§ **Your assignment**
Count the lines below that hold "xChannelSelector". Give the number without comment.

◆ ◆ ◆ ◆ ◆

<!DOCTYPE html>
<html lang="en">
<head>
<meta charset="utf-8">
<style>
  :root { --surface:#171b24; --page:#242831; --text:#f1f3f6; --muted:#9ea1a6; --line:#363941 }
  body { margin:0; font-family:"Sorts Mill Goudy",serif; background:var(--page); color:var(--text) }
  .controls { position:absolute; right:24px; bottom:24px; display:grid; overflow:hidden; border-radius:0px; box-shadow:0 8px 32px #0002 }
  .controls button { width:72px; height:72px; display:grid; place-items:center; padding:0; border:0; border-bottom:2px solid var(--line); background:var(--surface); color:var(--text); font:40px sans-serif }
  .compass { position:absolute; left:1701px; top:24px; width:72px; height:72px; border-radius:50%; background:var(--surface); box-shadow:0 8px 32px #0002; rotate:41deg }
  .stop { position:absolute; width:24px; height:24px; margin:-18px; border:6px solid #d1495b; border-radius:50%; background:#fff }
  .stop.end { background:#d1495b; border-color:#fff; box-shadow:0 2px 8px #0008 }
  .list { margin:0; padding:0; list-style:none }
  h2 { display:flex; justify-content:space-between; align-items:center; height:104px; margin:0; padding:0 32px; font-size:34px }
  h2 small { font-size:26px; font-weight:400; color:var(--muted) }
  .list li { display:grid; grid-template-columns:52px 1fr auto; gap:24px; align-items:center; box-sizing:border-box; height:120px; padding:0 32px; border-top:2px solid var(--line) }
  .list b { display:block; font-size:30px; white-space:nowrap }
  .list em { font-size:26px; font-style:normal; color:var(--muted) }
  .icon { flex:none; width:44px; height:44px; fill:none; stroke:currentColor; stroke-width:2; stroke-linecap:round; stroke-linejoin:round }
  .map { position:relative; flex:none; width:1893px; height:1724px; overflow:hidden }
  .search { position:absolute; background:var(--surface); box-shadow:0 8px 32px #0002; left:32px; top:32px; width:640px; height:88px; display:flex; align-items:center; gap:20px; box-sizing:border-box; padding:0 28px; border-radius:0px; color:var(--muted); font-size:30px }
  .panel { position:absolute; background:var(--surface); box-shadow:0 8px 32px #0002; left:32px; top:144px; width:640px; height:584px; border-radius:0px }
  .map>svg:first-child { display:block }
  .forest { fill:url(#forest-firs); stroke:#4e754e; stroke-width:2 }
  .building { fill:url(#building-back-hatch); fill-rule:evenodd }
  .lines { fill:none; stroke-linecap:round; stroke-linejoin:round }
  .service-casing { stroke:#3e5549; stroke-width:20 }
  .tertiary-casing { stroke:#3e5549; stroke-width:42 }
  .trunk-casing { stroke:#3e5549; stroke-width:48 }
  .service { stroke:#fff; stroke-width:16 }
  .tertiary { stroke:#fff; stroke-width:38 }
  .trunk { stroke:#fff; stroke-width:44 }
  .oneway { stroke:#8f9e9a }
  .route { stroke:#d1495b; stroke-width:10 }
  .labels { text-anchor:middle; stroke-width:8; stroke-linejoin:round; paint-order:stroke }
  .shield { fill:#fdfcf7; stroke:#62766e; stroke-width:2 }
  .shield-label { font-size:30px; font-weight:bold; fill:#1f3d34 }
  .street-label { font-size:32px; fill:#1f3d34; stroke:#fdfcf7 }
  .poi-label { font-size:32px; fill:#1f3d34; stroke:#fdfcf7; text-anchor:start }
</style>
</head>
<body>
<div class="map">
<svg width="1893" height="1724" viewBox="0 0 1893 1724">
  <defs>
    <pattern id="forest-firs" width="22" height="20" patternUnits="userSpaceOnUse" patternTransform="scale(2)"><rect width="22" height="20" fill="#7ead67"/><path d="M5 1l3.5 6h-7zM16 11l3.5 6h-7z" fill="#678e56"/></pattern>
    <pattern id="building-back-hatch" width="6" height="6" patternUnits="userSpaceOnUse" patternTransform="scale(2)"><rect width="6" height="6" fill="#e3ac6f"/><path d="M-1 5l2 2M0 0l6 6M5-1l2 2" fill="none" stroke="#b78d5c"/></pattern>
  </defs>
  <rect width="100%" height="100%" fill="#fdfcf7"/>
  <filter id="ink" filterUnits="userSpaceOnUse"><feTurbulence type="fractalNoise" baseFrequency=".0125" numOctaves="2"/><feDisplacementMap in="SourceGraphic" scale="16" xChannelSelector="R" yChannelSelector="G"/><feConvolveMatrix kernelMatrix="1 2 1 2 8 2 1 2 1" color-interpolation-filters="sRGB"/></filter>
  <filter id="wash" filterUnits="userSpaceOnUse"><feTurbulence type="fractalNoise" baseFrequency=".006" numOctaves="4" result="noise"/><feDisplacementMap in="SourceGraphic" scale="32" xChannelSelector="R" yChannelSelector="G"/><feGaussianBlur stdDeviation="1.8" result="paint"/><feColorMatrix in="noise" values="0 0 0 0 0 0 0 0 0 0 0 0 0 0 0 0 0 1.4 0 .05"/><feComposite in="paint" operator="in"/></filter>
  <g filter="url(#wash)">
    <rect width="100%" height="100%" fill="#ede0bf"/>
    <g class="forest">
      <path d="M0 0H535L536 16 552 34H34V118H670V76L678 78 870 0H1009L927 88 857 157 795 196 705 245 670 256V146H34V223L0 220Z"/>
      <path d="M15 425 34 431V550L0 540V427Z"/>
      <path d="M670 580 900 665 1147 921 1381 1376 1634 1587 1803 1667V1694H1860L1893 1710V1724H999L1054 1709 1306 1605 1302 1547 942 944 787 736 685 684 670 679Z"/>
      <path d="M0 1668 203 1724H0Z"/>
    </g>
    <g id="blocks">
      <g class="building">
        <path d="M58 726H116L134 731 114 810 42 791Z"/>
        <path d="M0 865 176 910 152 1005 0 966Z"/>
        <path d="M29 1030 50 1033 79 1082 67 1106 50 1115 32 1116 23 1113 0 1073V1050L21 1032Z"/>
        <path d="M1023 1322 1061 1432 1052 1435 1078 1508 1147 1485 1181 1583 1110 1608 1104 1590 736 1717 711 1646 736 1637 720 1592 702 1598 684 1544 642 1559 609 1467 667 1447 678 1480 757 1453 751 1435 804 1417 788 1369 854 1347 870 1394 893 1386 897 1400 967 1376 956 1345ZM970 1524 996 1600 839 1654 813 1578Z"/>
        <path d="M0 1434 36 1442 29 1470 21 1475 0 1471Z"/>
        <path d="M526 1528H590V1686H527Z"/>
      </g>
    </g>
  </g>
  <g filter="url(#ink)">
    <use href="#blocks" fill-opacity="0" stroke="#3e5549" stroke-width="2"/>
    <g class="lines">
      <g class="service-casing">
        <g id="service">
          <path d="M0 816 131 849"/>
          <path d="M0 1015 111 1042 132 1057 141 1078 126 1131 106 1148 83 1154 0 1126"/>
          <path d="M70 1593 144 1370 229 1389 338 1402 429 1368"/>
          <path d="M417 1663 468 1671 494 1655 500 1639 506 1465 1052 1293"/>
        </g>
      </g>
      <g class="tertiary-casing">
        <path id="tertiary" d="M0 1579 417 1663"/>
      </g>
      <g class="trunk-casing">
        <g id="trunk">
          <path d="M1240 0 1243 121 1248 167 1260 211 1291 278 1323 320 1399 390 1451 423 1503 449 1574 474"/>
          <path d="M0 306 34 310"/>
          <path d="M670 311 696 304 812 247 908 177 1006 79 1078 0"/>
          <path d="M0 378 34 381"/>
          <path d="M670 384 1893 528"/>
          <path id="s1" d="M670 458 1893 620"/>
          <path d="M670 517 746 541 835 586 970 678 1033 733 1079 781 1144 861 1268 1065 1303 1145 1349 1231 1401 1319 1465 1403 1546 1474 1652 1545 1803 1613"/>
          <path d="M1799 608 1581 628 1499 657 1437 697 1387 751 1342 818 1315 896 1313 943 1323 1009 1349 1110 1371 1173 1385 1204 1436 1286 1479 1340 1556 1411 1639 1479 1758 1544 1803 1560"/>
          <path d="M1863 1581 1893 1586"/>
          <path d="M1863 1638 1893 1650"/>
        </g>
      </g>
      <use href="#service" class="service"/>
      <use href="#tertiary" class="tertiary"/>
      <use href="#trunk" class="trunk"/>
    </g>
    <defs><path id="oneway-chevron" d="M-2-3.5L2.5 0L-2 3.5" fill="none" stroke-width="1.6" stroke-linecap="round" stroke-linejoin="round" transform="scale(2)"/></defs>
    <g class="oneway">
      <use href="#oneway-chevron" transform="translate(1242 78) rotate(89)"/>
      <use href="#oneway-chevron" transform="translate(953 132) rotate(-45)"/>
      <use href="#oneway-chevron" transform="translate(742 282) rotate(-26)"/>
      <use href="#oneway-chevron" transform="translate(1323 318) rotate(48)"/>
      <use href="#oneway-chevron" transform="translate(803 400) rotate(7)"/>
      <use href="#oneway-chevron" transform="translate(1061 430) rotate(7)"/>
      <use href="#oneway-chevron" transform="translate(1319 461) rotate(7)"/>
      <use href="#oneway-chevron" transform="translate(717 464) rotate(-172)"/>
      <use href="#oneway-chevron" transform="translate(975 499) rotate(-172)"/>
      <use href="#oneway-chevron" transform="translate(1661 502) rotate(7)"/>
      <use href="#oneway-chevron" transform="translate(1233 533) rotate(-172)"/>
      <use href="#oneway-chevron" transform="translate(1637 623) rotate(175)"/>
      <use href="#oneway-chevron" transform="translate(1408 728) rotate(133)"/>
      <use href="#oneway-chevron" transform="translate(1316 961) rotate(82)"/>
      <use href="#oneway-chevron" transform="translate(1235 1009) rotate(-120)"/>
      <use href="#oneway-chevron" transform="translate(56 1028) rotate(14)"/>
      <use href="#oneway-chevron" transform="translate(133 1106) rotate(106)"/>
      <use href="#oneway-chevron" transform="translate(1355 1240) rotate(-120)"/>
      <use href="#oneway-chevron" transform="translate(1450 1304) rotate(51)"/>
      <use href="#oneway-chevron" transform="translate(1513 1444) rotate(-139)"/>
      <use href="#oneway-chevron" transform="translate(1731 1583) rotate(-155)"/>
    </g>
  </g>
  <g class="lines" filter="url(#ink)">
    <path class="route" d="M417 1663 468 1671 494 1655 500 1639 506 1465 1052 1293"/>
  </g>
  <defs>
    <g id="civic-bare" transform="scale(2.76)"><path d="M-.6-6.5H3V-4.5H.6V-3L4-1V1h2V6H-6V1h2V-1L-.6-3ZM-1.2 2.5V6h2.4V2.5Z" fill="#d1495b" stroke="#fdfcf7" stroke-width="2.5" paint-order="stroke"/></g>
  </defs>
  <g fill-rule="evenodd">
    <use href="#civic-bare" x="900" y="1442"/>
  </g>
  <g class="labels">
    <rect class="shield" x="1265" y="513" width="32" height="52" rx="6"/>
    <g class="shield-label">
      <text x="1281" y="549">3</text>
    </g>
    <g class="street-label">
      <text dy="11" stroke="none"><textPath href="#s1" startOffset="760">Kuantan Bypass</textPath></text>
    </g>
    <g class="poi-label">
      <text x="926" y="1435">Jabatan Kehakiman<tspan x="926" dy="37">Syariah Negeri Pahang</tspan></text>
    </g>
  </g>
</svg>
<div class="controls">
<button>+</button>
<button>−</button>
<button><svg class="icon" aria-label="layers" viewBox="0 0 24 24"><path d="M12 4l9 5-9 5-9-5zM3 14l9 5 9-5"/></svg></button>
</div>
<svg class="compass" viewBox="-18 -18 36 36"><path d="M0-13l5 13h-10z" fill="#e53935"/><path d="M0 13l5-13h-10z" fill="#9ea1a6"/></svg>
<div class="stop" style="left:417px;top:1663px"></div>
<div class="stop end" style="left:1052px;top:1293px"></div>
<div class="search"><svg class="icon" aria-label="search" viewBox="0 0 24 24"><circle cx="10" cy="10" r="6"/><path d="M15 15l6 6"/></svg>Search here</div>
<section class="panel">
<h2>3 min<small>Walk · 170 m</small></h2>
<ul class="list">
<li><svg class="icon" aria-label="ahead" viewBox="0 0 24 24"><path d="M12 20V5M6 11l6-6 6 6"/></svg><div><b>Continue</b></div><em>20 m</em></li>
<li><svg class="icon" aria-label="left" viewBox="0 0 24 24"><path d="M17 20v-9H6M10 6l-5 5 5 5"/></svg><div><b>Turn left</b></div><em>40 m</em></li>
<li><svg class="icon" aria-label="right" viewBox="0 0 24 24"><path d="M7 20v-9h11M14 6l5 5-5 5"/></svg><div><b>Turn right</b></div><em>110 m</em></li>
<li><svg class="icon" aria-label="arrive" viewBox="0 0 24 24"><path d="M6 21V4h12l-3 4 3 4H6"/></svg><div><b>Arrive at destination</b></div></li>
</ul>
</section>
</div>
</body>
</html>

◆ ◆ ◆ ◆ ◆

§ **Answer**
2